WHAT YOU SHOULD DO
Determine how many lines in the material below contain the word "Wilson", and give that number without comment.

DATASET EXTRACT
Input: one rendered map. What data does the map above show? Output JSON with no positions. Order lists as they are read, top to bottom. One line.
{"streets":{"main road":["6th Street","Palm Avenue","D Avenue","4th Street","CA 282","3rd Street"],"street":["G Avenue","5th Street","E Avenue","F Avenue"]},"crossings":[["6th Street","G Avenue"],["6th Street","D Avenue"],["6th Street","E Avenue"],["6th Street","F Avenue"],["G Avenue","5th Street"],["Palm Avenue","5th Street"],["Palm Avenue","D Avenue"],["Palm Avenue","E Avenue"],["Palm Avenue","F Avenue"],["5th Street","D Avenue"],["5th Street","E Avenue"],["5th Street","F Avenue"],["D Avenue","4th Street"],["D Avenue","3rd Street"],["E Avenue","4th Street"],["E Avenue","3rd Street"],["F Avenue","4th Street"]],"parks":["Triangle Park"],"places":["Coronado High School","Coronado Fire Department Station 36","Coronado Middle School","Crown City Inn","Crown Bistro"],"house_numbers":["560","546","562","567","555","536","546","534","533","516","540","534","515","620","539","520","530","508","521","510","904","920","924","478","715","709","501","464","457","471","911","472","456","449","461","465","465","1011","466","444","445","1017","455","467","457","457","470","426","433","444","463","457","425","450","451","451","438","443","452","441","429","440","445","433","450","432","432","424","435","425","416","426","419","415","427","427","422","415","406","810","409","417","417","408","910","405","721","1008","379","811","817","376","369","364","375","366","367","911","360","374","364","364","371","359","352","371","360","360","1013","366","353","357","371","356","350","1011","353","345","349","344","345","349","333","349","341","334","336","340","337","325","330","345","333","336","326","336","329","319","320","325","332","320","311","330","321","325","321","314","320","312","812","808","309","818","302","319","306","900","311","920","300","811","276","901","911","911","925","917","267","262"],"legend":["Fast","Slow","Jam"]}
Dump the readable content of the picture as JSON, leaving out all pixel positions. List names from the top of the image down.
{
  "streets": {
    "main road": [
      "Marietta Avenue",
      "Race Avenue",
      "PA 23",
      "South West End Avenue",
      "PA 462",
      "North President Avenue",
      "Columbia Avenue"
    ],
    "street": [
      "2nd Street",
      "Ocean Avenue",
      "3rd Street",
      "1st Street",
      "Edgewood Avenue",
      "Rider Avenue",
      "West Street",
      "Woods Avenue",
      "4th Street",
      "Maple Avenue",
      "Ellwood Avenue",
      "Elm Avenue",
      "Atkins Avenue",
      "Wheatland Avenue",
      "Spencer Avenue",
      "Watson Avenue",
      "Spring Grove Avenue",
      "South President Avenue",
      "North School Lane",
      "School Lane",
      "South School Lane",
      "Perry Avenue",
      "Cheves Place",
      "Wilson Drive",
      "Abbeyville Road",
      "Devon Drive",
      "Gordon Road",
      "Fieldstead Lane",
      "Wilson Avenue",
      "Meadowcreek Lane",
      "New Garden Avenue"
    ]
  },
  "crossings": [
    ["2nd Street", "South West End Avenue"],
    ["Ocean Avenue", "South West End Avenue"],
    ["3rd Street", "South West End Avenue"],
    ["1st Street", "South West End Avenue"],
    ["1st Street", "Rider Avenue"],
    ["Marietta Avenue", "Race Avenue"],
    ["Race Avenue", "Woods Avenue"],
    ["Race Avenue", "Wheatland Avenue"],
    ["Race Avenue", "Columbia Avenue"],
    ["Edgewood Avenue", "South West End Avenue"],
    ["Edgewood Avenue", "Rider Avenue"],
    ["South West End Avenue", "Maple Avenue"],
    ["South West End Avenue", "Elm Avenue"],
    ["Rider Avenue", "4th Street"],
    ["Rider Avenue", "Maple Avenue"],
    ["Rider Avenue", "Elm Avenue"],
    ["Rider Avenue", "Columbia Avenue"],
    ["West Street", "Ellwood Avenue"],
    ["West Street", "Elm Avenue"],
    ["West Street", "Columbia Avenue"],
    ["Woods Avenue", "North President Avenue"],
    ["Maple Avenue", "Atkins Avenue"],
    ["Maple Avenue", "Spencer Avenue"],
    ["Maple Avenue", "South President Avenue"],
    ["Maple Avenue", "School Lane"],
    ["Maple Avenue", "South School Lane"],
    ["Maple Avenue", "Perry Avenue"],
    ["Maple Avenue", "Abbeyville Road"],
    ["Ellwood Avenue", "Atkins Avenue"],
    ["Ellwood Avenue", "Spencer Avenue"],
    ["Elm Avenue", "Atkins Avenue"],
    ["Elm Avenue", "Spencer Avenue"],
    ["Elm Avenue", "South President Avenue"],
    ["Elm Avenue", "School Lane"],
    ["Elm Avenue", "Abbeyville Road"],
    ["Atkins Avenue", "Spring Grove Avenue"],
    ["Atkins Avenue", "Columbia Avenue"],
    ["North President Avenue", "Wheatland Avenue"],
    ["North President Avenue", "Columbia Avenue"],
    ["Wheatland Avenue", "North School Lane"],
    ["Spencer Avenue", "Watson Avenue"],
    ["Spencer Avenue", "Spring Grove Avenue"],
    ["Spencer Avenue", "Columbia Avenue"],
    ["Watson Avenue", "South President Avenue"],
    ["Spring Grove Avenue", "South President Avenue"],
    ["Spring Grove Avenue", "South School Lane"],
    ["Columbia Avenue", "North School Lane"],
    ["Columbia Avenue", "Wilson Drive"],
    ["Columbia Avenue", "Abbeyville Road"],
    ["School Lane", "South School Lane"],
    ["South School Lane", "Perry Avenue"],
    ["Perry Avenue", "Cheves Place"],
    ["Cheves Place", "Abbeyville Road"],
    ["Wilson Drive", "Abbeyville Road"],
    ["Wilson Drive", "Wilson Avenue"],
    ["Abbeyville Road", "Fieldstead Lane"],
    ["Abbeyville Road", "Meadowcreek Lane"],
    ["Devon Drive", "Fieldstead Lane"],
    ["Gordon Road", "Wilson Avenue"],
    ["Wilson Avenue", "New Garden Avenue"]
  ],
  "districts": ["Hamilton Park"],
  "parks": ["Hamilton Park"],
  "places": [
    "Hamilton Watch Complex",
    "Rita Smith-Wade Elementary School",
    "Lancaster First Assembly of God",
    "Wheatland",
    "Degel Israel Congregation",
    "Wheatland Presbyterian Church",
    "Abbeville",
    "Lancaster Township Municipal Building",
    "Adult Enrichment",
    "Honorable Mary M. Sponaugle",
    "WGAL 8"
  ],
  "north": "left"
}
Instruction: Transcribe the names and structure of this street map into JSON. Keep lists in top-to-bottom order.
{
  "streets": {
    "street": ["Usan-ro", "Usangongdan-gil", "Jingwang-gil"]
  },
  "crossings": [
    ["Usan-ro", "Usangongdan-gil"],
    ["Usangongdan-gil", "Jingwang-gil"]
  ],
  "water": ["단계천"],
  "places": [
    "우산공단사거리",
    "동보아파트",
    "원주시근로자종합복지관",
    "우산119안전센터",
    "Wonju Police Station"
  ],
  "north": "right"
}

ANSWER TO THE PROBLEM
7